De acordo com os dados oficiais, o número de feridos permanece em 16.740. Já o total de pessoas desabrigadas chegou a 17.907.
O governo informou que 23.587 pessoas continuam acolhidas em 107 abrigos temporários instalados nas regiões afetadas pelos tremores.
Desde o desastre, 128.324 famílias receberam algum tipo de assistência das autoridades venezuelanas.
O balanço também mostra que os terremotos causaram danos em 856 edifícios, sendo que 190 desabaram completamente.
Após os dois abalos principais, os órgãos de monitoramento registraram 1.405 réplicas, mantendo o estado de alerta em diferentes áreas do país.
Governo entrega primeiras moradias
Também nesta segunda-feira (20), a presidente interina da Venezuela, Delcy Rodríguez, anunciou a entrega das primeiras unidades habitacionais destinadas às famílias atingidas pelos terremotos.
Segundo o governo, mais de 240 famílias receberam apartamentos construídos ou recuperados pelo poder público.
Durante a cerimônia, Delcy Rodríguez informou que a meta é entregar 4 mil moradias até dezembro deste ano e ultrapassar 10 mil unidades habitacionais até 2027.

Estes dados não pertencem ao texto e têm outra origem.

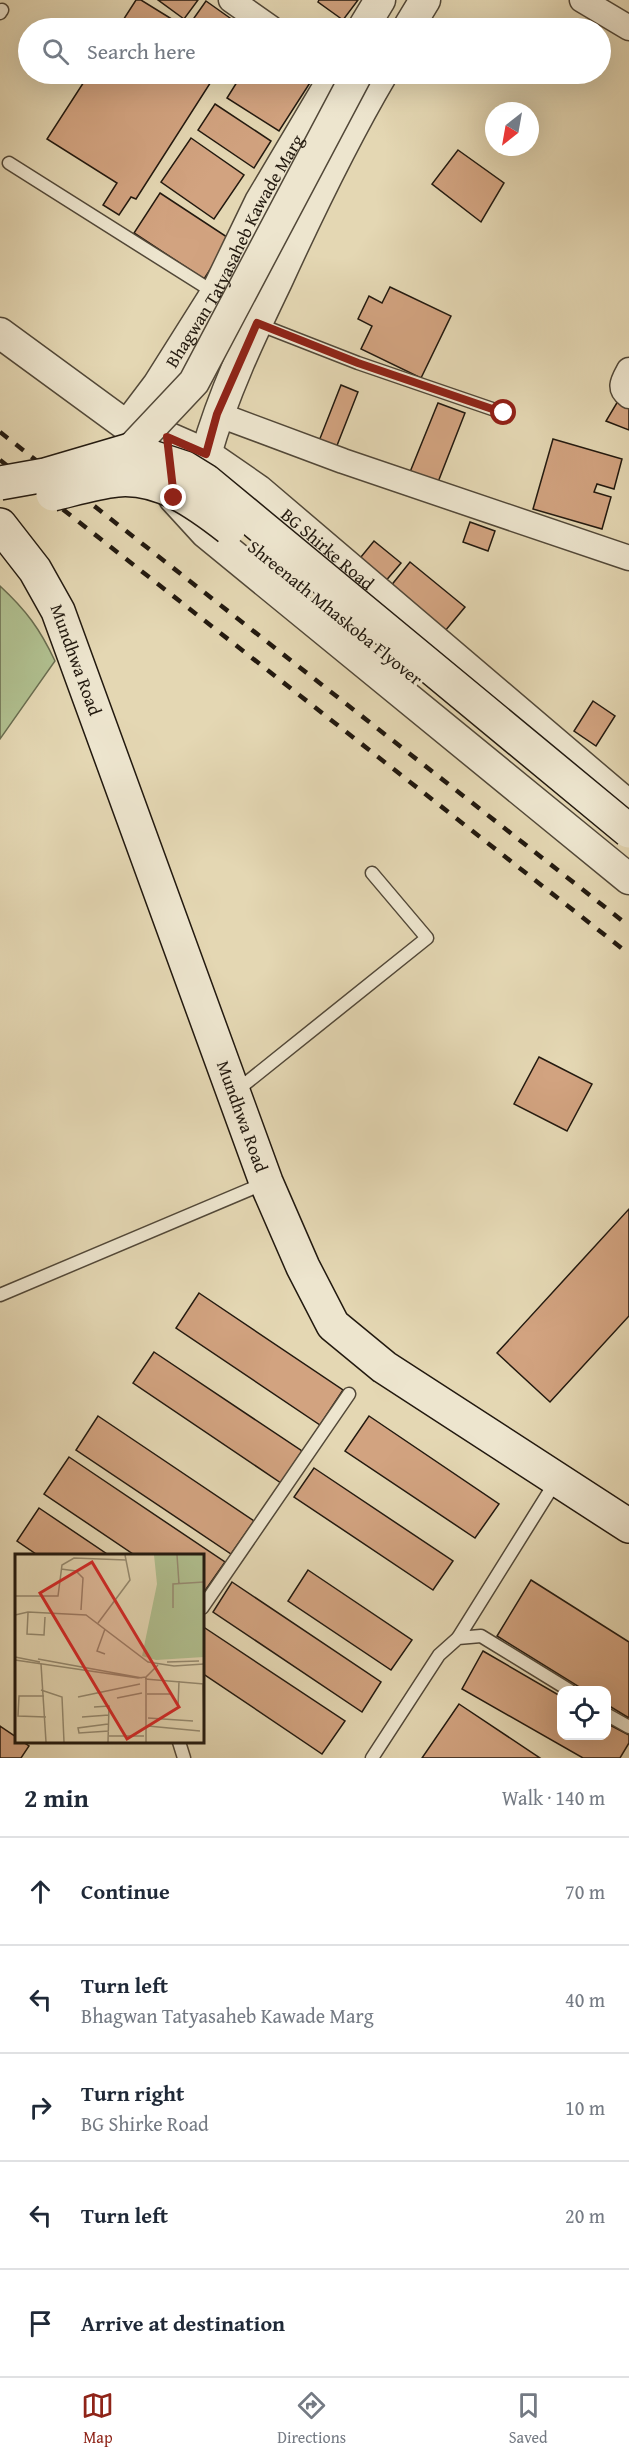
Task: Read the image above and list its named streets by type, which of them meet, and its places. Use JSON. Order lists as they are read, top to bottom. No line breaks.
{"streets":{"main road":["Shreenath Mhaskoba Flyover","Mundhwa Road"],"street":["Bhagwan Tatyasaheb Kawade Marg","BG Shirke Road"]},"crossings":[["Bhagwan Tatyasaheb Kawade Marg","BG Shirke Road"],["Bhagwan Tatyasaheb Kawade Marg","Shreenath Mhaskoba Flyover"],["BG Shirke Road","Shreenath Mhaskoba Flyover"]],"north":"bottom left","page":{"search":"Search here","heading":["2 min","Walk · 140 m"],"list":[["Continue","70 m"],["Turn left","Bhagwan Tatyasaheb Kawade Marg","40 m"],["Turn right","BG Shirke Road","10 m"],["Turn left","20 m"],"Arrive at destination"],"nav":["Map","Directions","Saved"]}}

A estratégia inclui a recuperação de edifícios que estavam inacabados para ampliar a oferta de moradias às vítimas da tragédia.
Países enviaram ajuda humanitária
Após os terremotos, diversos países enviaram equipes de busca, salvamento e assistência humanitária à Venezuela, entre eles Brasil, Portugal e outras nações da União Europeia.
No domingo (20), o governo brasileiro também encaminhou 4,5 toneladas de vacinas ao país vizinho como parte das ações de ajuda humanitária.
Relembre o desastre
Os terremotos ocorreram em 24 de junho e tiveram magnitudes de 7,2 e 7,5 na Escala Richter.
Os dois tremores foram registrados com menos de um minuto de intervalo e tiveram epicentro a cerca de 200 quilômetros de Caracas, segundo o Serviço Geológico dos Estados Unidos (USGS).
Desde então, centenas de réplicas foram registradas, provocando novos danos em áreas afetadas e dificultando os trabalhos de resgate e reconstrução.
Quase um mês após a tragédia, equipes de emergência continuam atuando nas regiões atingidas, enquanto o governo mantém as ações de assistência e reconstrução.